Centre National de la Recherche Scientifique, UMR7104, Illkirch, France.
Institut National de la Santé et de la Recherche Médicale, U1258, Illkirch, France.
Université de Strasbourg, Illkirch, France.
Inserm UMR 1078, Université de Bretagne Occidentale, Faculté de Médecine et des Sciences de la Santé, Etablissement Français du Sang (EFS) Bretagne, CHRU Brest, Hôpital Morvan, Laboratoire de Génétique Moléculaire, Brest, France.
Transgenese et Archivage Animaux Modèles, TAAM, CNRS, UPS44, 3B Rue de la Férollerie 45071 Orléans, France.
CELPHEDIA, PHENOMIN, Institut Clinique de la Souris, ICS, 1 Rue Laurent Fries, 67404 Illkirch, France.

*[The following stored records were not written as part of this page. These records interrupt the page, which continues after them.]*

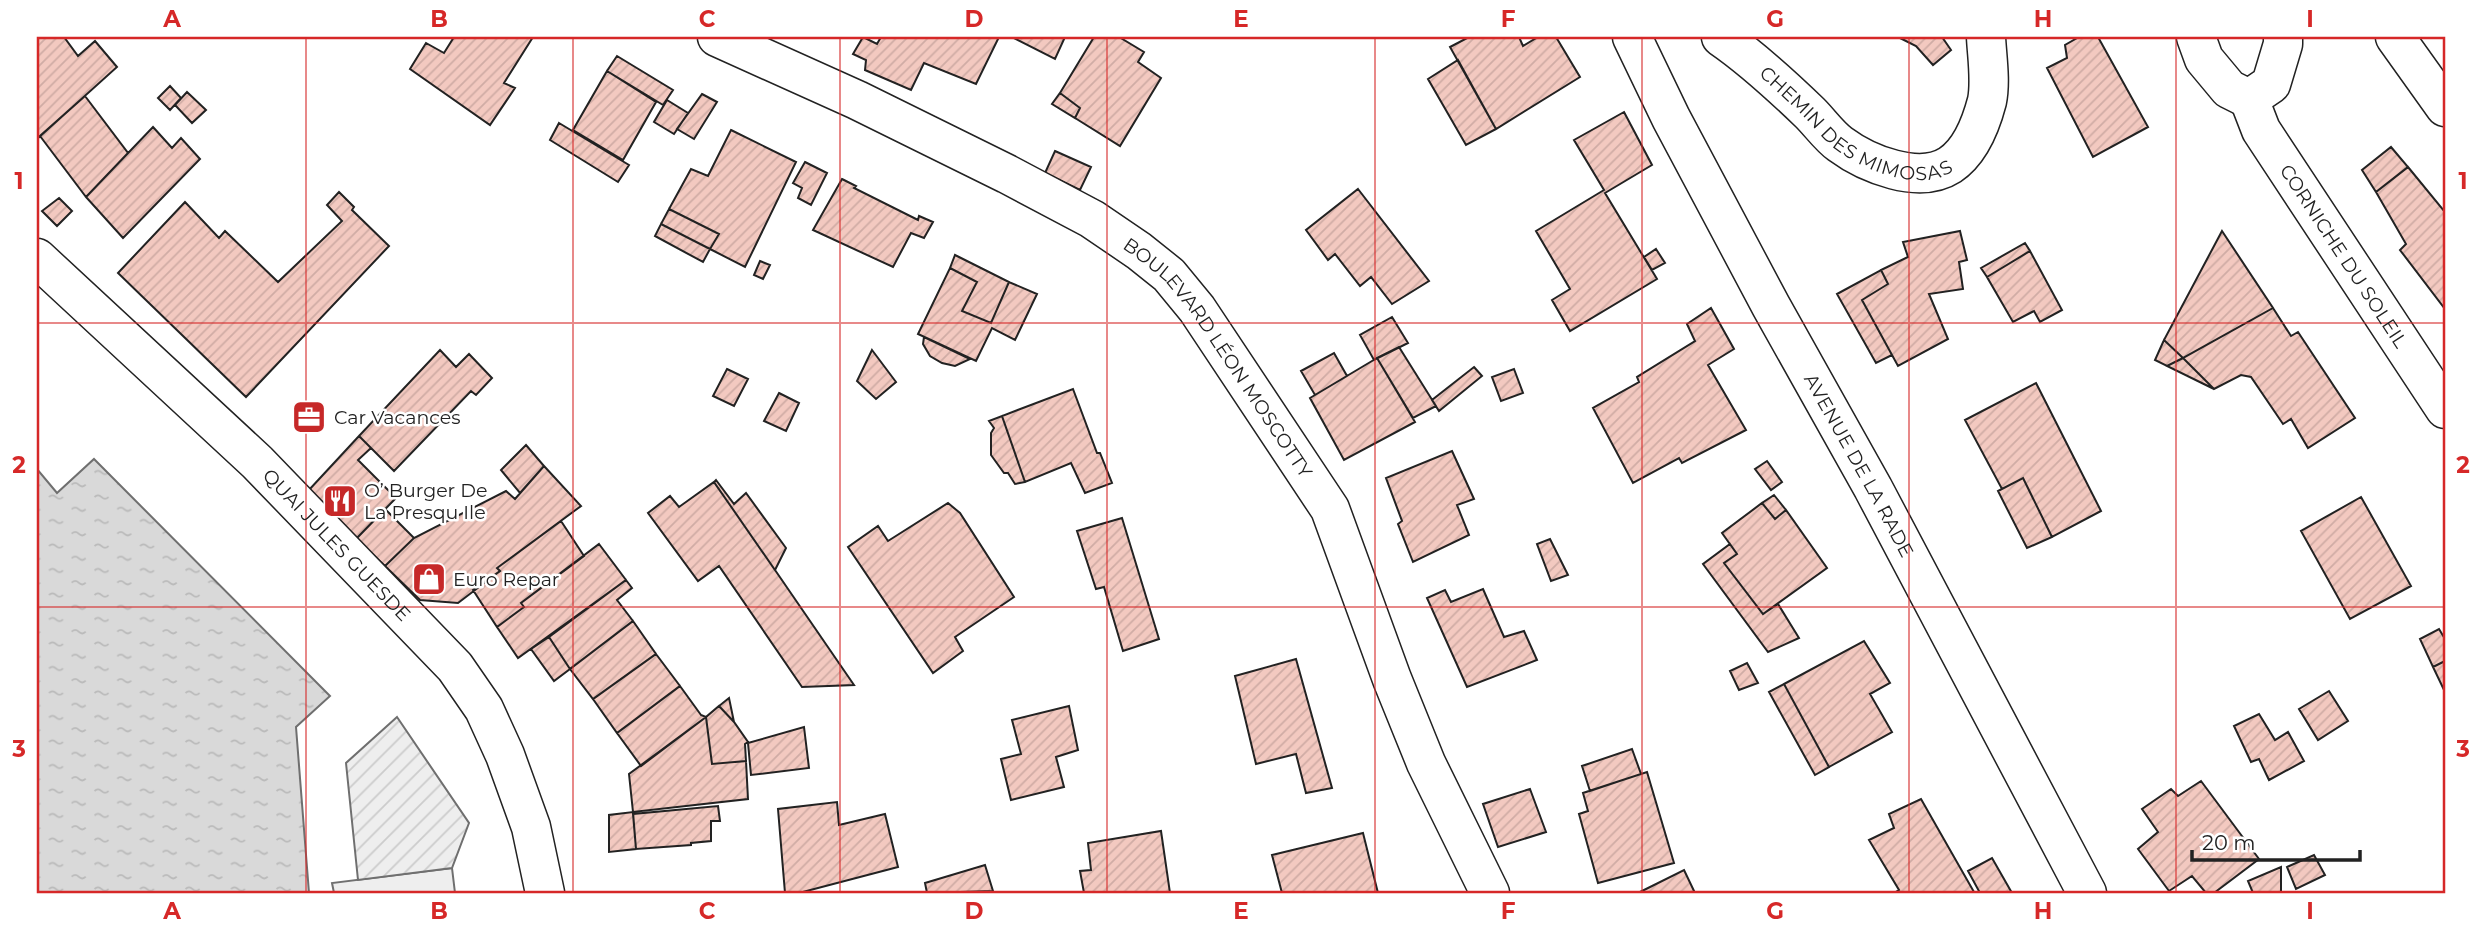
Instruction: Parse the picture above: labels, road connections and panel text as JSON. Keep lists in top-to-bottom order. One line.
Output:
{"streets":{"street":["CHEMIN DES MIMOSAS","CORNICHE DU SOLEIL","BOULEVARD LÉON MOSCOTTY","AVENUE DE LA RADE","QUAI JULES GUESDE"]},"places":{"office":["Car Vacances"],"restaurant":["O’ Burger De La Presqu Ile"],"shop":["Euro Repar"]},"scale_bar":"20 m","grid":{"columns":["A","B","C","D","E","F","G","H","I"],"rows":["1","2","3"]}}
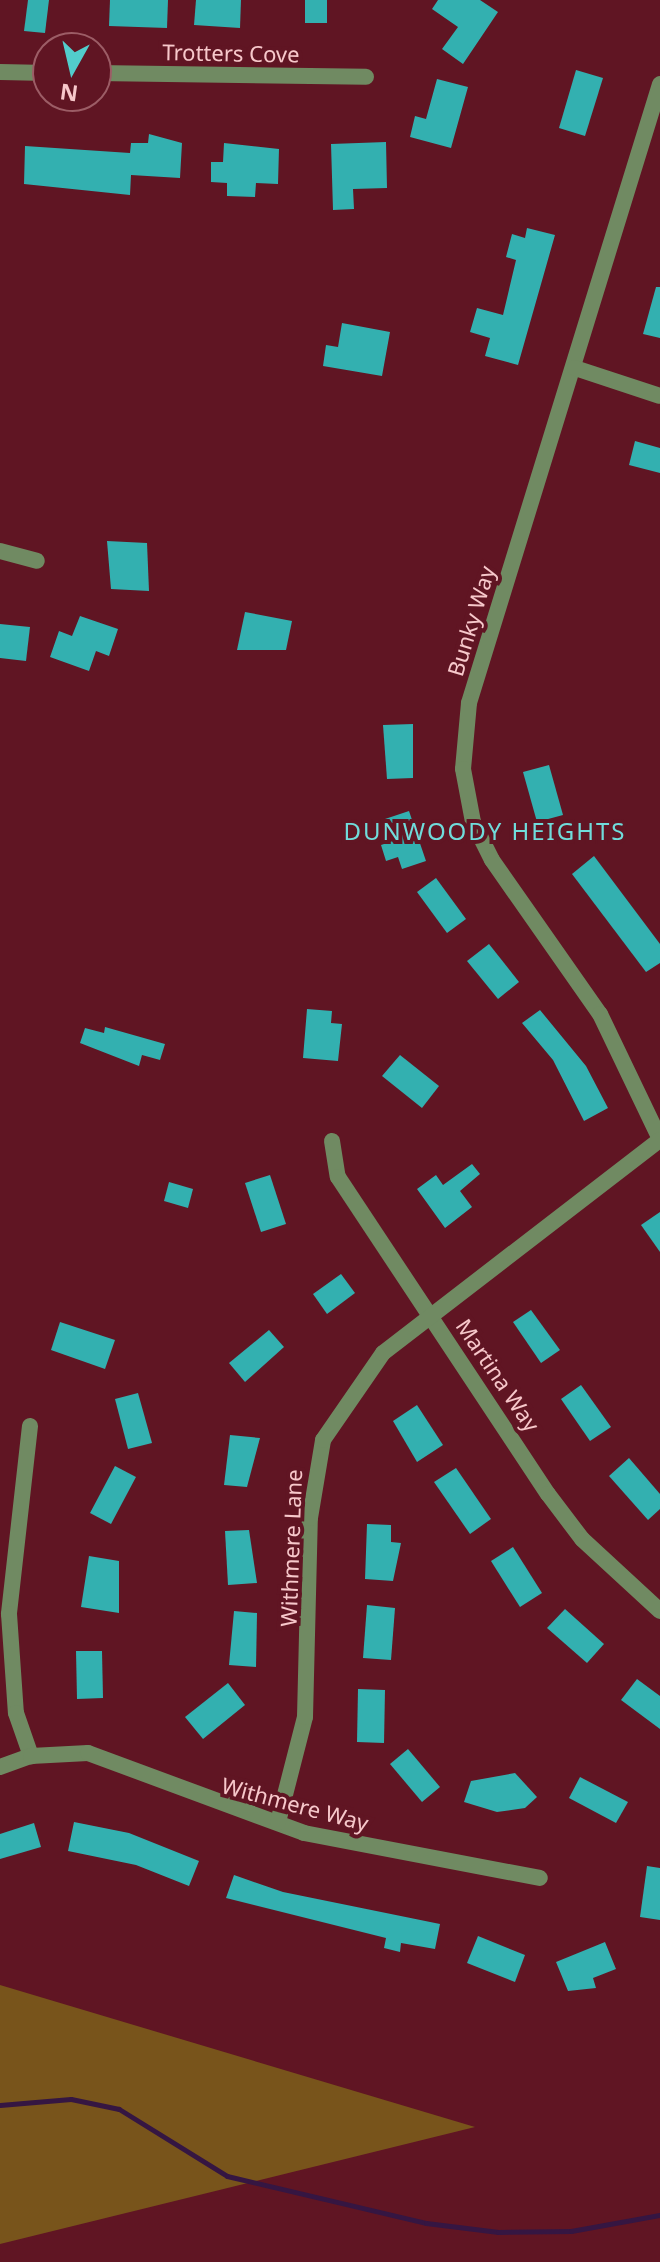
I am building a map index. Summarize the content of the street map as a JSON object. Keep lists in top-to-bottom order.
{
  "streets": {
    "street": [
      "Trotters Cove",
      "Bunky Way",
      "Martina Way",
      "Withmere Lane",
      "Withmere Way"
    ]
  },
  "crossings": [
    ["Bunky Way", "Withmere Lane"],
    ["Martina Way", "Withmere Lane"],
    ["Withmere Lane", "Withmere Way"]
  ],
  "districts": ["DUNWOODY HEIGHTS"],
  "north": "bottom"
}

Identifying dosage-sensitive genes is a key to understand the mechanisms underlying intellectual disability in Down syndrome (DS). The Dp(17Abcg1-Cbs)1Yah DS mouse model (Dp1Yah) shows cognitive phenotypes that need to be investigated to identify the main genetic driver. Here, we report that three copies of the cystathionine-beta-synthase gene (Cbs) in the Dp1Yah mice are necessary to observe a deficit in the novel object recognition (NOR) paradigm. Moreover, the overexpression of Cbs alone is sufficient to induce deficits in the NOR test. Accordingly, overexpressing human CBS specifically in Camk2a-expressing neurons leads to impaired objects discrimination. Altogether, this shows that Cbs overdosage is involved in DS learning and memory phenotypes. To go further, we identified compounds that interfere with the phenotypical consequence of CBS overdosage in yeast. Pharmacological intervention in Tg(CBS) mice with one selected compound restored memory in the NOR test. In addition, using a genetic approach, we demonstrated an epistatic interaction between Cbs and Dyrk1a, another human chromosome 21-located gene (which encodes the dual-specificity tyrosine phosphorylation-regulated kinase 1a) and an already known target for DS therapeutic intervention. Further analysis using proteomic approaches highlighted several molecular pathways, including synaptic transmission, cell projection morphogenesis and actin cytoskeleton, that are affected by DYRK1A and CBS overexpression. Overall, we demonstrated that CBS overdosage underpins the DS-related recognition memory deficit and that both CBS and DYRK1A interact to control accurate memory processes in DS. In addition, our study establishes CBS as an intervention point for treating intellectual deficiencies linked to DS.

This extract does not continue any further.